[ofa-general] [PATCH 11/11] mlx4: XRC receive-only QPs
Jack Morgenstein
jackm at dev.mellanox.co.il
Mon Jun 23 06:02:02 PDT 2008
mlx4: Implement XRC receive-only QP support.
Support for XRC RCV-only QP (requested by userspace,
but resides in kernel space).
Signed-off-by: Jack Morgenstein <jackm at dev.mellanox.co.il>
Index: infiniband/drivers/infiniband/hw/mlx4/mlx4_ib.h
===================================================================
--- infiniband.orig/drivers/infiniband/hw/mlx4/mlx4_ib.h 2008-06-23 14:07:54.000000000 +0300
+++ infiniband/drivers/infiniband/hw/mlx4/mlx4_ib.h 2008-06-23 14:08:03.000000000 +0300
@@ -58,6 +58,8 @@ struct mlx4_ib_pd {
struct mlx4_ib_xrcd {
struct ib_xrcd ibxrcd;
u32 xrcdn;
+ struct ib_pd *pd;
+ struct ib_cq *cq;
};
struct mlx4_ib_cq_buf {
@@ -106,7 +108,8 @@ struct mlx4_ib_wq {
};
enum mlx4_ib_qp_flags {
- MLX4_IB_QP_LSO = 1 << 0
+ MLX4_IB_QP_LSO = 1 << 0,
+ MLX4_IB_XRC_RCV = 1 << 1
};
struct mlx4_ib_qp {
@@ -129,6 +132,7 @@ struct mlx4_ib_qp {
int buf_size;
struct mutex mutex;
u32 flags;
+ struct list_head xrc_reg_list;
u16 xrcdn;
u8 port;
u8 alt_port;
@@ -172,6 +176,7 @@ struct mlx4_ib_dev {
spinlock_t sm_lock;
struct mutex cap_mask_mutex;
+ struct mutex xrc_reg_mutex;
};
static inline struct mlx4_ib_dev *to_mdev(struct ib_device *ibdev)
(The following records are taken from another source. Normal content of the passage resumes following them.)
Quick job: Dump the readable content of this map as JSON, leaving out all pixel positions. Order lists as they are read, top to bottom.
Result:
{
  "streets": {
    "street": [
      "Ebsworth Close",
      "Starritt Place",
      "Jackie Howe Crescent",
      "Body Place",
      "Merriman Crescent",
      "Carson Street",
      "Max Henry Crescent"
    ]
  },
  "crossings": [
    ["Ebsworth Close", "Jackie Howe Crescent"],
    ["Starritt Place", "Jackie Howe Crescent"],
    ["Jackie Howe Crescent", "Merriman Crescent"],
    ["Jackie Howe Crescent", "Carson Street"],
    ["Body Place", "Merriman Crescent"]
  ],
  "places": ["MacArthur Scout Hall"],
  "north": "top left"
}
@@ -309,6 +314,16 @@ int mlx4_ib_map_phys_fmr(struct ib_fmr *
u64 iova);
int mlx4_ib_unmap_fmr(struct list_head *fmr_list);
int mlx4_ib_fmr_dealloc(struct ib_fmr *fmr);
+int mlx4_ib_create_xrc_rcv_qp(struct ib_qp_init_attr *init_attr,
+ u32 *qp_num);
+int mlx4_ib_modify_xrc_rcv_qp(struct ib_xrcd *xrcd, u32 qp_num,
+ struct ib_qp_attr *attr, int attr_mask);
+int mlx4_ib_query_xrc_rcv_qp(struct ib_xrcd *xrcd, u32 qp_num,
+ struct ib_qp_attr *attr, int attr_mask,
+ struct ib_qp_init_attr *init_attr);
+int mlx4_ib_reg_xrc_rcv_qp(struct ib_xrcd *xrcd, void * context, u32 qp_num);
+int mlx4_ib_unreg_xrc_rcv_qp(struct ib_xrcd *xrcd, void * context, u32 qp_num);
+
static inline int mlx4_ib_ah_grh_present(struct mlx4_ib_ah *ah)
{
Index: infiniband/drivers/infiniband/hw/mlx4/qp.c
===================================================================
--- infiniband.orig/drivers/infiniband/hw/mlx4/qp.c 2008-06-23 14:07:59.000000000 +0300
+++ infiniband/drivers/infiniband/hw/mlx4/qp.c 2008-06-23 14:08:03.000000000 +0300
@@ -56,6 +56,12 @@ enum {
MLX4_IB_UD_HEADER_SIZE = 72
};
+
+struct mlx4_ib_xrc_reg_entry {
+ struct list_head list;
+ void *context;
+};
+
struct mlx4_ib_sqp {
struct mlx4_ib_qp qp;
int pkey_index;
@@ -202,14 +208,15 @@ static inline unsigned pad_wraparound(st
static void mlx4_ib_qp_event(struct mlx4_qp *qp, enum mlx4_event type)
{
struct ib_event event;
- struct ib_qp *ibqp = &to_mibqp(qp)->ibqp;
+ struct mlx4_ib_qp *mqp = to_mibqp(qp);
+ struct ib_qp *ibqp = &mqp->ibqp;
+ struct mlx4_ib_xrc_reg_entry *ctx_entry;
if (type == MLX4_EVENT_TYPE_PATH_MIG)
to_mibqp(qp)->port = to_mibqp(qp)->alt_port;
if (ibqp->event_handler) {
event.device = ibqp->device;
- event.element.qp = ibqp;
switch (type) {
case MLX4_EVENT_TYPE_PATH_MIG:
event.event = IB_EVENT_PATH_MIG;
@@ -241,7 +248,16 @@ static void mlx4_ib_qp_event(struct mlx4
return;
}
- ibqp->event_handler(&event, ibqp->qp_context);
+ if (!(ibqp->qp_type == IB_QPT_XRC &&
+ mqp->flags & MLX4_IB_XRC_RCV)) {
+ event.element.qp = ibqp;
+ ibqp->event_handler(&event, ibqp->qp_context);
+ } else {
+ event.event |= IB_XRC_QP_EVENT_FLAG;
+ event.element.xrc_qp_num = ibqp->qp_num;
+ list_for_each_entry(ctx_entry, &mqp->xrc_reg_list, list)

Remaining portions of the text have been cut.